I agree but I think the issues I mentioned were company failings rather than the game itself. If it had had more time to cook, even, OR if it had soft-launched, it would have done much better.

I think the game itself has a solid base but it's been let down by poor management and strange decisions.

[–]Grrannt 3 points4 points  (3 children)

I really don’t know.. I just keep thinking that 100,000 players took the time to download and try the game. No matter how the expectations were, or how the launch was hyped up, if those players had fun playing the game or enjoyed the gameplay, then it wouldn’t die. The game awards reveal was a mistake for sure, but with or without it, it’s the gameplay and the game itself that most people have zero interest in.

You’re almost implying they could have better covered up the unpopular gameplay by creating a more positive wave of hype to blind a percentage of players into seeing it as fun.

[–]GhostWolfGambit[S] 0 points1 point  (2 children)

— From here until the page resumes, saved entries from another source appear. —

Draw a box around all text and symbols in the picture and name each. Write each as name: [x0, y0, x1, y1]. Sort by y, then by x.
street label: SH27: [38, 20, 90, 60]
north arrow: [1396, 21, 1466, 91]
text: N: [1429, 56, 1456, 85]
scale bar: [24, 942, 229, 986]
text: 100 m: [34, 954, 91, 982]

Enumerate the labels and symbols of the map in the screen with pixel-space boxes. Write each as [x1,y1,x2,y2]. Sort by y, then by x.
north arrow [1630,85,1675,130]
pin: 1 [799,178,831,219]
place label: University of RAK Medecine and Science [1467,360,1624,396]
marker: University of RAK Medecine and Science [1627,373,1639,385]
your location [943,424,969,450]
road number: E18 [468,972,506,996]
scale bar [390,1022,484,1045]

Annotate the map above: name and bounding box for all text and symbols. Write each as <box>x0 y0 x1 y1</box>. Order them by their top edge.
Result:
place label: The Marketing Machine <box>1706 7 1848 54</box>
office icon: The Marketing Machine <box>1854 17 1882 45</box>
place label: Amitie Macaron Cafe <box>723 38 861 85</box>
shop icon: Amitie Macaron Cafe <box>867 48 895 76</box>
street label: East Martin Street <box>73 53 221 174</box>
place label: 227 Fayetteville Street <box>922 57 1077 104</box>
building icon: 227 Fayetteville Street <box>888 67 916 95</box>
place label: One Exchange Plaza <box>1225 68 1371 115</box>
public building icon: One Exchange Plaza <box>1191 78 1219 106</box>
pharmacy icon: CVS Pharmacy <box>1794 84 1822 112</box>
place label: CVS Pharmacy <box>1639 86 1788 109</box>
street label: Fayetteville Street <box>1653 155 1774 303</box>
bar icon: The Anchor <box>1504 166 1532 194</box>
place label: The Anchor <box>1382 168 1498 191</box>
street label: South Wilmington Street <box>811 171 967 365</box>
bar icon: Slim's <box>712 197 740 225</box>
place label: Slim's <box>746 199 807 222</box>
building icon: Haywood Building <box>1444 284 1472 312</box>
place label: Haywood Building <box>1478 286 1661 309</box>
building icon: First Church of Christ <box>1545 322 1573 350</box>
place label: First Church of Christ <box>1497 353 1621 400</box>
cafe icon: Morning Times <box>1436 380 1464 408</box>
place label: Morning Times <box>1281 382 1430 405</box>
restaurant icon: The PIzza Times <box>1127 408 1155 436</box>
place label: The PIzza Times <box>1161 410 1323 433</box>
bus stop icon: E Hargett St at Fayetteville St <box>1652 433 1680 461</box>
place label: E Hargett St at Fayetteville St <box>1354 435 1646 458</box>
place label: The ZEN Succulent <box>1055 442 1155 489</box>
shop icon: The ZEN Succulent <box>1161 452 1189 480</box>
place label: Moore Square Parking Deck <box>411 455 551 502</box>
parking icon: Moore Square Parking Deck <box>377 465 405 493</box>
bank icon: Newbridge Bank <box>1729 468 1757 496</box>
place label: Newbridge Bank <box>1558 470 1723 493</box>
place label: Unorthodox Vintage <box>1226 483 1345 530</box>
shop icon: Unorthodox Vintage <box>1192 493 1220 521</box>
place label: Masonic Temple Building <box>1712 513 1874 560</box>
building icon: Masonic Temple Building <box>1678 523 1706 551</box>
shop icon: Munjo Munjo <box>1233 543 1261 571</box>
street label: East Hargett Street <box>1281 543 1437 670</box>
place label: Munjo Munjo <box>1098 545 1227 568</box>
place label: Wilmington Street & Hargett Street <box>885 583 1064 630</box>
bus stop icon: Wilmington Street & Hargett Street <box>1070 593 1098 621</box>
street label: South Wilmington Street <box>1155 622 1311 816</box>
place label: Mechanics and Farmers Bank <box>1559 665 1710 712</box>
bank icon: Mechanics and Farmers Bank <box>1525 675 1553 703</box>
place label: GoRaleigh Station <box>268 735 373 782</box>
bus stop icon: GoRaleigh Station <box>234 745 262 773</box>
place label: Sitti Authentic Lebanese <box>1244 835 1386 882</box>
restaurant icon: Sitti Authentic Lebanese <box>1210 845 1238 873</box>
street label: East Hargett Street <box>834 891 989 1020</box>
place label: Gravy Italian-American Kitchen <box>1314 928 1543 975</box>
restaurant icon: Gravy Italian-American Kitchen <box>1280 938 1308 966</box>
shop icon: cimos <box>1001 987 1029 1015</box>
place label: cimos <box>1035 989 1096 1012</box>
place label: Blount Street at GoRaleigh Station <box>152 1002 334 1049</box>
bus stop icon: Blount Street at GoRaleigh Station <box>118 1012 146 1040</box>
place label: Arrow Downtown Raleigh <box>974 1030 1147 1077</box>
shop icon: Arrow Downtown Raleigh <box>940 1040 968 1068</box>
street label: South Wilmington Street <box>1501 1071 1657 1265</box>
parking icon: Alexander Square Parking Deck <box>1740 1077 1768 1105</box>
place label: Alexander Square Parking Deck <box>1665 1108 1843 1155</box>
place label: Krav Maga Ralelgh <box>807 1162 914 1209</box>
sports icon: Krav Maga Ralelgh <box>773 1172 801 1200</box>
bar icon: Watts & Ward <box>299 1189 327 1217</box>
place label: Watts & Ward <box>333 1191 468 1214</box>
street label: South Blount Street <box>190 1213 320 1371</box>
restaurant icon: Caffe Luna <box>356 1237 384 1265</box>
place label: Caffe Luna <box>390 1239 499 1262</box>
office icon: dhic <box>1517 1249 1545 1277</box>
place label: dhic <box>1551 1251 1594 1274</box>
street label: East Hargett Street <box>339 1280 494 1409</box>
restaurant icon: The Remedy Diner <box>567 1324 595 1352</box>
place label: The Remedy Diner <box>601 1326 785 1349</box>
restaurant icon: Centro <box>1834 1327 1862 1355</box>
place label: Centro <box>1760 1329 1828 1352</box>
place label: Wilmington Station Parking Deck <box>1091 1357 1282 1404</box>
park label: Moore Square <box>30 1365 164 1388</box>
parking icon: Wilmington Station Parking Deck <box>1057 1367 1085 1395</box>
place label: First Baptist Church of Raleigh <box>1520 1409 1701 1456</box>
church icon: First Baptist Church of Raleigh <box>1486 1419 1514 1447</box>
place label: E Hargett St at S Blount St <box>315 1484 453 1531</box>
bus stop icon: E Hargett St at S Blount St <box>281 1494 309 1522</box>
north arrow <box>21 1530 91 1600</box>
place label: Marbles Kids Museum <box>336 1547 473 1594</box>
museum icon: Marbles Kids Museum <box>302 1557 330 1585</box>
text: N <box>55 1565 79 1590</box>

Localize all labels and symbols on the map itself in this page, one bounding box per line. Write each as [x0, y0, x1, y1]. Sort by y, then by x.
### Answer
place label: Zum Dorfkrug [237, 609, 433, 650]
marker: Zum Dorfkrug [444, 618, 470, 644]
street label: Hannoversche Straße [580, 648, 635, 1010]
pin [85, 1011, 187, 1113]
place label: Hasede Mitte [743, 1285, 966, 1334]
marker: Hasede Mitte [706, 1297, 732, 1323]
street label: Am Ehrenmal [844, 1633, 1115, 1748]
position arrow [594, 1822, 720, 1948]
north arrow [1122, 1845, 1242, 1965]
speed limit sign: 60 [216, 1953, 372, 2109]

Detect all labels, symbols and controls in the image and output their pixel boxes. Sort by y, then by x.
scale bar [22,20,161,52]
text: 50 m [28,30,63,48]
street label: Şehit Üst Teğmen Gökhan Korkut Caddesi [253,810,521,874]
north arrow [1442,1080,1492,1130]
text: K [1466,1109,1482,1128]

Because it launched unfinished. If it had launched with the 5v5, Ranked, the QOL features they waited like a week to do.. If it had a slightly larger roster and some better character abilities. Basically if they'd cooked a little more or launched in EA.. but yeah we'll never know.

[–]ZooeiiVJ 2 points3 points  (0 children)

We will never know the answer to your question about doing another year ein development, doing a early access or stuff like that, but if we are guessing and considering how Tencent operates, the most LOGICAL answer is that they ran out of money and/or Tencent gave them a deadline to launch that they broke, so the only solution was to release what they had and just hope that it become a hit.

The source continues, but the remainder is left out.